I feel quite uncomfortable with that name for this meditation.
What does form mean in this context?
In Tibetan,
What one would call it would be meditation without any nikpa which isn't form actually.
It's often the word that's used for visualization but it isn't visualization either.
I think generally speaking,
Oh I see it's meditation without any visualization.
So it's actually saying something quite different and perhaps that's all we mean.
It's meditation without any visualization but if you ask the Tibetan,
Well what's that?
They'd sort of think well they don't have a word,
They don't talk like that.
You have meditation where you're you have some something you're focusing on taking as the object of your meditation or you have a meditation where you don't have an object to your meditation you don't have an object and that would be very high.
That would be very something one would train in order to be able to do that.
You wouldn't expect to start there.
We expect you to start with this what we call informless meditation which is coming through the tradition of Krumpa Rinpoche.
This is how he taught us in the west.
This is the way he chose to teach shamatha and vipassana by telling us to just sit and not to have any particular focus but just to sit and be with our experience.
To wake up.
Just be wake up.
Don't try and do anything because we're so keen on doing.
It's like it's educated into us that we've got to somehow do and produce and be special and otherwise we're no good.
We're failures.
We're completely conditioned by that.
So it affects the way we come into meditation.
So whatever we were told to do we would make out of it a project at which we had to do well and to be judged to be good and having done it properly and that's the only way we know about how to go about things and to be quite hard on ourselves when we can't produce the latter without.
So it's very important that when we sit to meditation we know it's just to be.
Just to be awake.
Just open,
Be awake and then I added heart because it seems to me it's perfectly capable of trying to be awake from up here.
Trying to wake up,
You know,
To be open,
Fill up here,
Open our eyes and just all in our head.
So I think it's important for us to start awake from here.
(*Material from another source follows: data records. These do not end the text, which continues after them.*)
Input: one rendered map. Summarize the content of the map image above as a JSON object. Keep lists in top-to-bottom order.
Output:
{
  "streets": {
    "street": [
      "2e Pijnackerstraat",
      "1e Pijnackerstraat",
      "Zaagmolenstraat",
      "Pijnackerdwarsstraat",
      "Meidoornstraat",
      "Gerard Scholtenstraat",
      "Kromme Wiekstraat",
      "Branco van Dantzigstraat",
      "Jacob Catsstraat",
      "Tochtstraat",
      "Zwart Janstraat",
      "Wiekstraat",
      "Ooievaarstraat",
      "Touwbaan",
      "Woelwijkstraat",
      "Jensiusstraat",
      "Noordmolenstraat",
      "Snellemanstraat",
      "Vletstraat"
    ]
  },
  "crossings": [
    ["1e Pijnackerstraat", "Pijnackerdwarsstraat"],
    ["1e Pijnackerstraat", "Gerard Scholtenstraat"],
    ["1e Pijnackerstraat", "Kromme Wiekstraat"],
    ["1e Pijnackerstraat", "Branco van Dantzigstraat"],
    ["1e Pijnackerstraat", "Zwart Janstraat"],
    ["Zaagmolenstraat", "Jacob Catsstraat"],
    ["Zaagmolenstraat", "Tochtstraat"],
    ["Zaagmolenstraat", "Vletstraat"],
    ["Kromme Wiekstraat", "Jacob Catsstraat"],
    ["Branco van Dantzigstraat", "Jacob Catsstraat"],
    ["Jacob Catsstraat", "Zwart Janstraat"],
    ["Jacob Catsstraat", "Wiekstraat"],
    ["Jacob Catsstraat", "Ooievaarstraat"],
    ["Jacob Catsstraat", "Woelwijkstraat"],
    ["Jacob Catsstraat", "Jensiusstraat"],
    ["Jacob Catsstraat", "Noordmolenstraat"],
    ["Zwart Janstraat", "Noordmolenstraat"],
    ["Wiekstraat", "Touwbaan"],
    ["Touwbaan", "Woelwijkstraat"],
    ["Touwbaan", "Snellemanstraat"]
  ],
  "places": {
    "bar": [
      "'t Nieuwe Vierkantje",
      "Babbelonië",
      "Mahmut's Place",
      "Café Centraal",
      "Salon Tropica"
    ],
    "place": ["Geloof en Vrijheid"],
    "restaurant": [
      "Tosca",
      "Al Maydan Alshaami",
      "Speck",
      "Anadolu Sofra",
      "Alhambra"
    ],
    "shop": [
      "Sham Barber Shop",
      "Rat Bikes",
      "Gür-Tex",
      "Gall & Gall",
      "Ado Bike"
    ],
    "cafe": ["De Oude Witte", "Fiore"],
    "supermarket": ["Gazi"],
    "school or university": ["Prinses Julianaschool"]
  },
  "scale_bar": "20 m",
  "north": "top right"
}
So those are those instructions of wake,
Be,
Heart,
Open.
They're not things that you focus on.
You don't take openness and say how do I focus on openness?
What is openness?
How do I focus on openness?
It's more just like what we were saying yesterday,
Just like a poetic association,
Intuitive association with open.
And wake,
I think we have an intuitive association with wake,
An intuitive sense that we are half asleep,
That we're capable of something better,
Something else,
That we could,
You know,
Someone asked you how do you wake?
I wouldn't have a clue how to say how I wake but when I hear the word wake,
I can respond somehow,
Wake.
It's like don't panic,
Isn't it?
How do you not panic?
But somehow when somebody says don't panic,
Something happens.
It does for me anyway.
So wake.
And that could be the final instruction,
Couldn't it?
The path to awakening.
Ultimately,
It's about waking.
And we do know that movement.
We have this example of dreams,
We can remember dreaming.
Most people,
Not everybody remembers dreaming.
Most people at some point in their life have at least one or two dreams they remember and become aware of how you can be completely absorbed in a world that you know,
You are there in your world,
Something's going on,
You're totally involved in it and then suddenly,
Oh,
It's a dream.
It's like,
Where's it gone?
Where was it?
How did you get so involved in something that wasn't there?
You did.
And we can have a similar experience in our meditation.
You have this openness,
Just be a simple instruction.
And for a moment,
You think that's all I want.
How wonderful.
I've got a whole hour just to relax and just be open.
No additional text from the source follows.